A crise climática e “os miseráveis” do século XXI

miseráveis século XXI
Cristiano Mariz/VEJA

Em seu novo livro, “Uma Breve História da Igualdade”, o economista francês Thomas Piketty argumenta que a dificuldade dos países pobres em lidar com os efeitos da mudança do clima – e a indisposição dos países ricos em se responsabilizar pela injustiça climática criada por eles – pode servir de combustível para novas revoltas sociais contra os ricos e poderosos.

“A atenuação dos efeitos do aquecimento global e o financiamento de medidas de adaptação para os países mais afetados (em particular no Sul [Global]) demandam uma transformação total do sistema econômico e da distribuição das riquezas, o que passa pelo desenvolvimento de novas coalizões políticas e sociais em escala mundial. A ideia de que todos sairiam ganhando é uma perigosa e atenuante ilusão, que precisamos abandonar o mais rápido possível”, escreveu o economista, citado pela Folha.

Em entrevista ao Estadão, Piketty aprofundou sua reflexão. “É importante que o Hemisfério Sul receba parte dos impostos cobrados da riqueza gerada pelo Hemisfério Norte. Acho muito importante que os países em desenvolvimento se unam para cobrar propostas mais concretas, como as prometidas na COP21 em Paris, em 2015. É preciso dizer: ‘temos uma terrível inundação no Paquistão, temperaturas muito altas na Índia, e o dinheiro que seria colocado nos fundos relativos ao clima não está lá’. É necessário criar uma regra para isso”.

Ele também assinalou o papel que o Brasil pode ter nessa discussão em plano internacional. “O Brasil poderia se concentrar na proteção da Amazônia, do meio ambiente em geral, e reduzir substancialmente a exploração de recursos naturais”.

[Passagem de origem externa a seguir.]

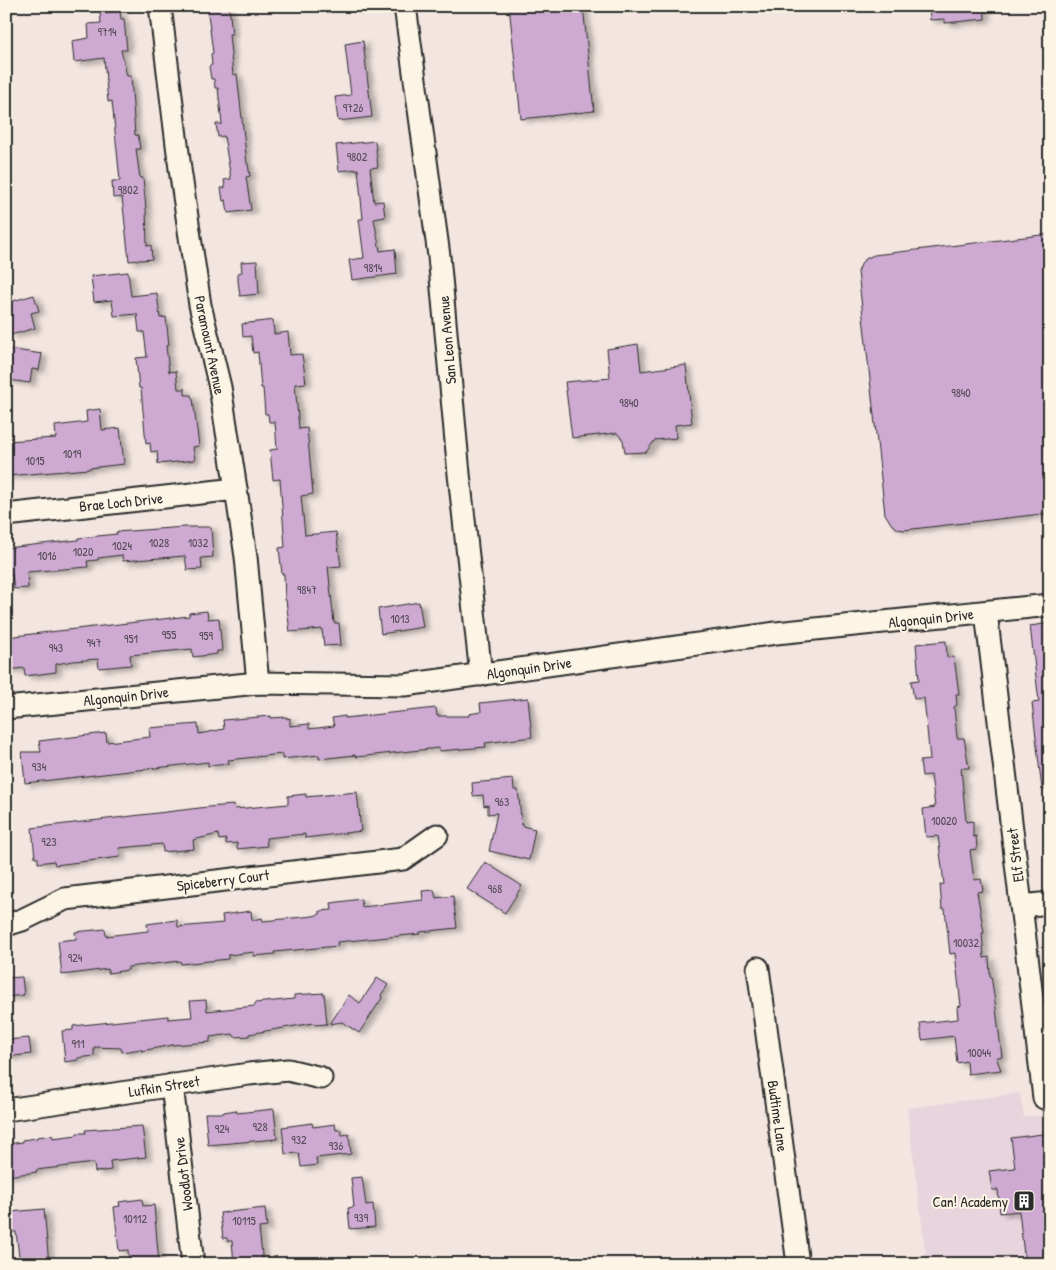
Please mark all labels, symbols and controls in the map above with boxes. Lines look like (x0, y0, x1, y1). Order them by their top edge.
house number: 9714 (97, 23, 117, 40)
house number: 9726 (343, 99, 364, 116)
house number: 9802 (347, 148, 368, 165)
house number: 9802 (118, 181, 139, 198)
house number: 9814 (364, 259, 383, 276)
street label: Paramount Avenue (189, 294, 231, 396)
street label: San Leon Avenue (433, 295, 461, 385)
house number: 9840 (951, 384, 971, 401)
house number: 9840 (619, 394, 639, 411)
house number: 1019 (63, 445, 82, 462)
house number: 1015 (25, 452, 45, 469)
street label: Brae Loch Drive (78, 487, 164, 517)
house number: 1028 (149, 534, 169, 551)
house number: 1032 (188, 534, 209, 551)
house number: 1024 (112, 537, 132, 554)
house number: 1020 (73, 543, 93, 560)
house number: 1016 (38, 547, 57, 564)
house number: 9847 (297, 581, 317, 598)
street label: Algonquin Drive (887, 603, 975, 633)
house number: 1013 (390, 610, 410, 627)
house number: 955 (162, 626, 176, 643)
house number: 959 (199, 627, 214, 644)
house number: 951 (124, 630, 138, 647)
house number: 947 (87, 634, 101, 651)
house number: 943 (49, 639, 63, 656)
street label: Algonquin Drive (485, 652, 573, 684)
street label: Algonquin Drive (82, 681, 170, 711)
house number: 934 (32, 758, 47, 775)
house number: 963 (495, 793, 509, 810)
house number: 10020 (931, 812, 957, 829)
street label: Elf Street (1001, 826, 1029, 883)
house number: 923 (41, 833, 57, 850)
street label: Spiceberry Court (175, 864, 271, 896)
house number: 968 (488, 880, 502, 897)
house number: 10032 (953, 934, 979, 951)
house number: 924 (68, 949, 83, 966)
house number: 911 (71, 1035, 85, 1052)
house number: 10044 (967, 1044, 992, 1061)
street label: Lufkin Street (127, 1070, 202, 1102)
street label: Budtime Lane (763, 1079, 793, 1153)
house number: 928 (252, 1118, 268, 1135)
house number: 924 (215, 1120, 230, 1137)
house number: 932 (291, 1131, 307, 1148)
street label: Woodlot Drive (168, 1136, 198, 1212)
house number: 936 (329, 1137, 343, 1154)
building icon: Can! Academy (1012, 1189, 1036, 1213)
place label: Can! Academy (933, 1191, 1008, 1212)
house number: 939 (354, 1209, 369, 1226)
house number: 10112 (123, 1210, 147, 1227)
house number: 10115 (232, 1212, 256, 1229)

Em tempo: O mundo da crise climática pode se parecer com as ficções científicas dos anos 1960 e 1970, mas nem mesmo a criatividade de autores como Philip K. Dick e Isaac Asimov consegue dar conta da realidade que se avizinha – e que, em muitos casos, já é parte do cotidiano das pessoas. “Pensamos a literatura como vanguarda, mas ela é conservadora, segue aferrada a práticas do século XIX. Não podemos escrever sobre algo absolutamente real, cujas consequências vemos à nossa volta todos os dias, sem ganhar o rótulo de ficção científica”, argumentou o escritor indiano Amitav Ghosh, autor do livro “O grande desatino: Mudanças climáticas e o impensável”, ao jornal O Globo. Para ele, a ausência de questões ambientais na chamada “ficção séria” não é um problema de falta de inspiração dos autores, mas sim das limitações do romance enquanto gênero literário. “O desafio estético fundamental de nossa época é escrever sobre as mudanças climáticas e sobre o não humano, sobre os animais e as florestas. O discurso científico e a não ficção não podem retratar nossas respostas emocionais à crise ecológica. Só a literatura pode”.

 

ClimaInfo, 05 de outubro de 2022.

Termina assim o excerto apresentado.